Cross-regulatory mechanisms linking ferroptosis, epigenetics, and circadian rhythm to mitochondrial quality control in diabetic cardiomyopathy

Abstract

Diabetic cardiomyopathy (DCM) is a distinct cardiac disorder that develops independently of coronary artery disease and hypertension. Mitochondrial dysfunction is widely recognized as a hallmark pathological feature of DCM. Effective mitochondrial quality control (MQC) is critical for preserving cardiomyocyte metabolism and contractile performance, and its disruption substantially contributes to both disease initiation and progression. We synthesize current evidence on disruptions of MQC in diabetic cardiomyopathy. The spectrum covers imbalanced fission–fusion dynamics, attenuated mitochondrial biogenesis, compromised mitophagy, disturbed Ca²⁺ homeostasis, heightened ferroptotic vulnerability, loss of proteostasis, and epigenetic dysregulation. We emphasize the intricate cross-talk among these processes, which collectively exacerbate mitochondrial deterioration and myocardial injury. Building on these mechanistic insights, we also summarize recent therapeutic advances targeting MQC, such as natural compounds, antidiabetic agents, and non-pharmacological approaches. These interventions show promise in modulating mitochondrial signaling and restoring homeostasis.
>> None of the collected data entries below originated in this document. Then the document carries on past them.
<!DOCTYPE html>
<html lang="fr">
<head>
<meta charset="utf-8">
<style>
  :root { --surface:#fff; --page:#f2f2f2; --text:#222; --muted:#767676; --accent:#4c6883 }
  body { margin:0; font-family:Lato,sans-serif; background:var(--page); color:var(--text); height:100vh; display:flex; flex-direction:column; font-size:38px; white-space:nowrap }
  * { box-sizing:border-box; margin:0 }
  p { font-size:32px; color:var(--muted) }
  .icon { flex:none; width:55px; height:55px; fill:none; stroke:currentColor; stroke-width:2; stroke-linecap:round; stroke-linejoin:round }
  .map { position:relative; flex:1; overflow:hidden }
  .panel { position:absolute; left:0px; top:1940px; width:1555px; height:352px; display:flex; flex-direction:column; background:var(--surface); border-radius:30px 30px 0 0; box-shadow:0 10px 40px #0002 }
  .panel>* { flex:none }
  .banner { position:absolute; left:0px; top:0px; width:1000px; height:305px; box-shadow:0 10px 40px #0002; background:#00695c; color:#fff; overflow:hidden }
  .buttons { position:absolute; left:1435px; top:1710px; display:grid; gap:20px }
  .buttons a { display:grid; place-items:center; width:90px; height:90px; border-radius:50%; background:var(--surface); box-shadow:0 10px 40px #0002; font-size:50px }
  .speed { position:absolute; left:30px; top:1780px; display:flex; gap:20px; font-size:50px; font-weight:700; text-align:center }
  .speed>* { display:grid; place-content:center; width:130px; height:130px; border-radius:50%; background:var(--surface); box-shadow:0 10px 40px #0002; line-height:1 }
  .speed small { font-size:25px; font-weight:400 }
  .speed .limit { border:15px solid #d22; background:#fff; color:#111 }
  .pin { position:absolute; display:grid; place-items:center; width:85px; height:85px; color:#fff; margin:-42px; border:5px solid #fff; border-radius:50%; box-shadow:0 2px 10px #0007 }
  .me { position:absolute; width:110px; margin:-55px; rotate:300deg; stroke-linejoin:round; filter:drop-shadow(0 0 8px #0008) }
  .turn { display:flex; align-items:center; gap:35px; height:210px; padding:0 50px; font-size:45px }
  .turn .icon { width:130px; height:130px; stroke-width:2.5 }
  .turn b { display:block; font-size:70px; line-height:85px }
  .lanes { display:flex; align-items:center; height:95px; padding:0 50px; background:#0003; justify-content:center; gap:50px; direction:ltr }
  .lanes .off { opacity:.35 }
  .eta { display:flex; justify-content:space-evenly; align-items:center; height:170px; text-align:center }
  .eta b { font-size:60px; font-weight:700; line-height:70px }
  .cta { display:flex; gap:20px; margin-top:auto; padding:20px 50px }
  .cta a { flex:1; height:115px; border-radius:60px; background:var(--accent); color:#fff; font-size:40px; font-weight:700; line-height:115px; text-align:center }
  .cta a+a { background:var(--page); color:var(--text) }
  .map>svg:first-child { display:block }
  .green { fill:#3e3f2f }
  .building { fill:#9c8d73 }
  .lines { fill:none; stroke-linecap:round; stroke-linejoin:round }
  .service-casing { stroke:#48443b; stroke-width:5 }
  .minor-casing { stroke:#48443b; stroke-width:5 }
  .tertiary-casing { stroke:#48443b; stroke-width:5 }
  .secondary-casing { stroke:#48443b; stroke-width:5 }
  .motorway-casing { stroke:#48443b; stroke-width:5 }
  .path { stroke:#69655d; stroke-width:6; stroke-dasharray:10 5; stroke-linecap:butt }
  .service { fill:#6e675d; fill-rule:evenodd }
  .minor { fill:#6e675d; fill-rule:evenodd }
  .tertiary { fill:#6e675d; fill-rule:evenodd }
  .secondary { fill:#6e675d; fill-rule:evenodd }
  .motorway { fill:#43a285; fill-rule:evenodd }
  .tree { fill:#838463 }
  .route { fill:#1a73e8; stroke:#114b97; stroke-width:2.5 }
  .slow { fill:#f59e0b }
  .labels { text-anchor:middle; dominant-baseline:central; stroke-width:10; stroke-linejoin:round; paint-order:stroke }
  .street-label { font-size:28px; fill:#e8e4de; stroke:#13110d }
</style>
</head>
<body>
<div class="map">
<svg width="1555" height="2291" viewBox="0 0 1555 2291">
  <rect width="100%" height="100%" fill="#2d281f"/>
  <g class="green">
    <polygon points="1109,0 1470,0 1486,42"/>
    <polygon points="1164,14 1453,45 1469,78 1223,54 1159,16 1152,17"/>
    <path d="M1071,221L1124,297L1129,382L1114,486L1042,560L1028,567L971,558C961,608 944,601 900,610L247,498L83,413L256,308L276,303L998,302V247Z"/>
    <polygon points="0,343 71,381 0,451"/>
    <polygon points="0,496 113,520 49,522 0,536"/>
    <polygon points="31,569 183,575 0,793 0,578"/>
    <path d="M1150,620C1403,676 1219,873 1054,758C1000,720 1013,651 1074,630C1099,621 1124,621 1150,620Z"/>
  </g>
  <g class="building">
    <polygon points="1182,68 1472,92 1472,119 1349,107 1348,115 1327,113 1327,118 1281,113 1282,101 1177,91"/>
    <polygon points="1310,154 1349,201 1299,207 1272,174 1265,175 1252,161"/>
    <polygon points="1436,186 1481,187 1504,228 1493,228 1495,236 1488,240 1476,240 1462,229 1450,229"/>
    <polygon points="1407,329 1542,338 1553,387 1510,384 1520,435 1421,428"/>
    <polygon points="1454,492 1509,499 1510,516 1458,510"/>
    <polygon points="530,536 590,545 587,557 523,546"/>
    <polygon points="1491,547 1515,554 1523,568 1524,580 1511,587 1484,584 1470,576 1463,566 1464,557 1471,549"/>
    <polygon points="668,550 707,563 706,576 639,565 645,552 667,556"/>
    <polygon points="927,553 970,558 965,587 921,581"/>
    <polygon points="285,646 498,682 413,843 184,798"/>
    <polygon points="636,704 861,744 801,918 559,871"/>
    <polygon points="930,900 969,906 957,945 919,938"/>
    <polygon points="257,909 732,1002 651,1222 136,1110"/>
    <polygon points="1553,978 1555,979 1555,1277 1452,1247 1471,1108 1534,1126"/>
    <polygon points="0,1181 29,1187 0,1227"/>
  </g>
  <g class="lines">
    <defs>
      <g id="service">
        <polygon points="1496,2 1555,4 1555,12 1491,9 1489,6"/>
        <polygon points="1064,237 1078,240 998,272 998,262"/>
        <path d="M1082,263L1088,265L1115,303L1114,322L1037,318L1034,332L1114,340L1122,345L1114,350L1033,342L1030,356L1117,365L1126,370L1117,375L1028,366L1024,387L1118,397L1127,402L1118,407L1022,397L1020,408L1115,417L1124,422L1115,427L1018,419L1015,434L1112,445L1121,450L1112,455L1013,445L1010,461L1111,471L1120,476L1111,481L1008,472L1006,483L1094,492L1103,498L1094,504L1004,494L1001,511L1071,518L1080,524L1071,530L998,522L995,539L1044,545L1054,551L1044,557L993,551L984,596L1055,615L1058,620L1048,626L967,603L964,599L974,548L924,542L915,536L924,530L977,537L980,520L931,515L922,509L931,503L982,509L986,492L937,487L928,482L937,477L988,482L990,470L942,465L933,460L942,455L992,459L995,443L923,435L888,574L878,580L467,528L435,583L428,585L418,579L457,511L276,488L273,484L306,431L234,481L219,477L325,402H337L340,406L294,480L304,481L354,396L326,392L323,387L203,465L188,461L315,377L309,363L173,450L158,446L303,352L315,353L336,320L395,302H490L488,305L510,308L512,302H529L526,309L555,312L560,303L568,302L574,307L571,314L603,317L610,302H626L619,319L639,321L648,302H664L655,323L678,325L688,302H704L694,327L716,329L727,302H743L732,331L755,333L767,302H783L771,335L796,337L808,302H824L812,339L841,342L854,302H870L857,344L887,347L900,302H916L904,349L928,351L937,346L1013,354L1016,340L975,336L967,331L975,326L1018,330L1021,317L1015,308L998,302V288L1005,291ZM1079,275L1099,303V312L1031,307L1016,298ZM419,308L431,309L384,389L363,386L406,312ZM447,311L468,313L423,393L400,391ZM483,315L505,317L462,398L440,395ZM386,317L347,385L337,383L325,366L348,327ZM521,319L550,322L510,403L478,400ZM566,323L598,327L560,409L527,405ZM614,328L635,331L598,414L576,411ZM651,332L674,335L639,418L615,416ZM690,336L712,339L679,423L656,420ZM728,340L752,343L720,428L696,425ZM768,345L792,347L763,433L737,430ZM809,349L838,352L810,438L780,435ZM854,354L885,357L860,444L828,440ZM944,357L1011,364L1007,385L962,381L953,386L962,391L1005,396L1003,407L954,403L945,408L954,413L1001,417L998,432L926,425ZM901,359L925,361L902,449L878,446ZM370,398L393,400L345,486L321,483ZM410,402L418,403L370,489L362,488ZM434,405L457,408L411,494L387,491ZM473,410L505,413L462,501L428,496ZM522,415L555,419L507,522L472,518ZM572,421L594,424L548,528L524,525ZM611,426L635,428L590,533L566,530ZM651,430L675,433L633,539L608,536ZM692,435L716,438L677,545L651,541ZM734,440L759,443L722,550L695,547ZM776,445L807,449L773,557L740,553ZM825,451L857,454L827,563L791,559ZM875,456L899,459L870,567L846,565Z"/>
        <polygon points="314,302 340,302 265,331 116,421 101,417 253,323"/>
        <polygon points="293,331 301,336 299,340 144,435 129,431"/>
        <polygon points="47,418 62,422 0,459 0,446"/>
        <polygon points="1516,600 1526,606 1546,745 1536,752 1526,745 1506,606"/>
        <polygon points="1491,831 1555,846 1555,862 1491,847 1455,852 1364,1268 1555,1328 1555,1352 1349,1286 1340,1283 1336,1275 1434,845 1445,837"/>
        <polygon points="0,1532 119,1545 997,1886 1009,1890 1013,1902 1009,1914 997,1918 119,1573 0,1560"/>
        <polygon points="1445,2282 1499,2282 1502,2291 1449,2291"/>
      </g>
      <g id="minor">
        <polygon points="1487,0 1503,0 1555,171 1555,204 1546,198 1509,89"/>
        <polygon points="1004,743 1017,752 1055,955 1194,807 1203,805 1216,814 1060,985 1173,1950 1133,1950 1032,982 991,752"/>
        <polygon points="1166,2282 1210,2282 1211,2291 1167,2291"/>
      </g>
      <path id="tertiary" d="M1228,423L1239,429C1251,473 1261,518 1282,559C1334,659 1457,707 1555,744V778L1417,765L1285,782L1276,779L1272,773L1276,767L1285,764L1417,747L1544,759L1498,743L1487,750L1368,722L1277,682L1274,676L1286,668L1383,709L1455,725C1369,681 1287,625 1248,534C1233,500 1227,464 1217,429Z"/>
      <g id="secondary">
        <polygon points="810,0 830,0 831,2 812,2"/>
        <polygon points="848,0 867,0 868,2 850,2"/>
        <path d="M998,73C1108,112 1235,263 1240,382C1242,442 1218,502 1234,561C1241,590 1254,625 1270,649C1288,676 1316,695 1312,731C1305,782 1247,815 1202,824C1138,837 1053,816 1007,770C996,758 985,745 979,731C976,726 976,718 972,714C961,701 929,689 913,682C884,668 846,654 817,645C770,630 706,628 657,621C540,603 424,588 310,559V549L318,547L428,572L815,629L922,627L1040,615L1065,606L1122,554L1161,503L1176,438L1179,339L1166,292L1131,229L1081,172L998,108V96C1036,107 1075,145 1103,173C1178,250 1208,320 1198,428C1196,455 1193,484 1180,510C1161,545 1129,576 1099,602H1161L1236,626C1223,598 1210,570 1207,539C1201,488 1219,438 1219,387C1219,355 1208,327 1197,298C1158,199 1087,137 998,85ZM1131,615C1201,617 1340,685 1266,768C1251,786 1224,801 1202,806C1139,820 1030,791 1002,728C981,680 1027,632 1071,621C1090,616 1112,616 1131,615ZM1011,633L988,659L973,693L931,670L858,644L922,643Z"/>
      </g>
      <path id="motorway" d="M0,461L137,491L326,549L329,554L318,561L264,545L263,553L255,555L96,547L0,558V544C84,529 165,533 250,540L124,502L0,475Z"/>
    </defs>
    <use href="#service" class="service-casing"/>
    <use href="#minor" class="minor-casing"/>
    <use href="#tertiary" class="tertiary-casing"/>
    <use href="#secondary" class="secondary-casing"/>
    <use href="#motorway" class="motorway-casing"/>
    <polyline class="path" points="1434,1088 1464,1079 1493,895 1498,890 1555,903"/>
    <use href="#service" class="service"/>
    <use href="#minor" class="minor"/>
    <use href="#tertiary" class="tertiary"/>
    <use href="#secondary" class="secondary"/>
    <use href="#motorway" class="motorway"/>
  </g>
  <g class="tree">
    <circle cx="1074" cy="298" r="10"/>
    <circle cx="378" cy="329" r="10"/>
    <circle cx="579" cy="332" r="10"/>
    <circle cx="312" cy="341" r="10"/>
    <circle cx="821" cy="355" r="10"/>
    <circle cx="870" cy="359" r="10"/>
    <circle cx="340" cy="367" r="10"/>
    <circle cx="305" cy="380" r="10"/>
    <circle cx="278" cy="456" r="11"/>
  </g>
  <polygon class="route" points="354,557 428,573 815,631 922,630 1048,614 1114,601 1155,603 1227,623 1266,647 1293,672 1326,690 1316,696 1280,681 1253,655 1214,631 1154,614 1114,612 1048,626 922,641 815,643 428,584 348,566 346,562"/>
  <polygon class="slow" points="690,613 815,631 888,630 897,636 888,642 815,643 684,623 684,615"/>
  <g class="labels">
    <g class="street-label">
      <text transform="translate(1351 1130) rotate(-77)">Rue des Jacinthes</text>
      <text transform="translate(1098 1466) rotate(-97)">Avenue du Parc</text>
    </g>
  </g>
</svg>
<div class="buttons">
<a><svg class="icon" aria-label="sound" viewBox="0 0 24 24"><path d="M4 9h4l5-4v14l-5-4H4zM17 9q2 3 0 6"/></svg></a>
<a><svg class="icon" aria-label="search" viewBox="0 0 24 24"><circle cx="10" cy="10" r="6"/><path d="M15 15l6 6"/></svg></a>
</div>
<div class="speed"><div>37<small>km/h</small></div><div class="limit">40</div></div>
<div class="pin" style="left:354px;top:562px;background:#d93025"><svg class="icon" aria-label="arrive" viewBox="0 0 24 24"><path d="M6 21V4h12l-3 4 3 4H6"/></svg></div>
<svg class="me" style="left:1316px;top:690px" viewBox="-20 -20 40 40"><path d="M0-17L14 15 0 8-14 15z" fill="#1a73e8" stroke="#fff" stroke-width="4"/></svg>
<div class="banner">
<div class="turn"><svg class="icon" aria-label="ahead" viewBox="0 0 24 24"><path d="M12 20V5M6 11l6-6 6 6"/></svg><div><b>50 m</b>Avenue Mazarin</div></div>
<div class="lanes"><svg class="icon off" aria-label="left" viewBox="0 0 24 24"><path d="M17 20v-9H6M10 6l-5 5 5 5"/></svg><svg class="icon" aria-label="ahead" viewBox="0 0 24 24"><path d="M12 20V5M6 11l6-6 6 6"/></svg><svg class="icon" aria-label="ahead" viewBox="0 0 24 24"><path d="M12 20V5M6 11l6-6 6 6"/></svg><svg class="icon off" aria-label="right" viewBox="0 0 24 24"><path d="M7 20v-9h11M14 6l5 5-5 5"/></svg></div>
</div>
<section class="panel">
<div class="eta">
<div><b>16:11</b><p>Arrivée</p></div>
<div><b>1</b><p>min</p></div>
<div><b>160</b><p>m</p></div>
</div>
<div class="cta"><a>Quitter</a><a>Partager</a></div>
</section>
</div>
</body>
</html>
Nevertheless, substantial barriers remain for clinical translation, including the limitations of existing experimental models, the low quality of supporting evidence, and pronounced inter-individual variability. Future research should focus on developing integrated, multi-target therapeutic strategies, particularly those addressing the regulatory roles of non-coding RNAs, epigenetic modifications, and post-translational protein regulation. Advancing these areas will be essential for establishing precise and effective MQC-targeted therapies in both preclinical and clinical contexts.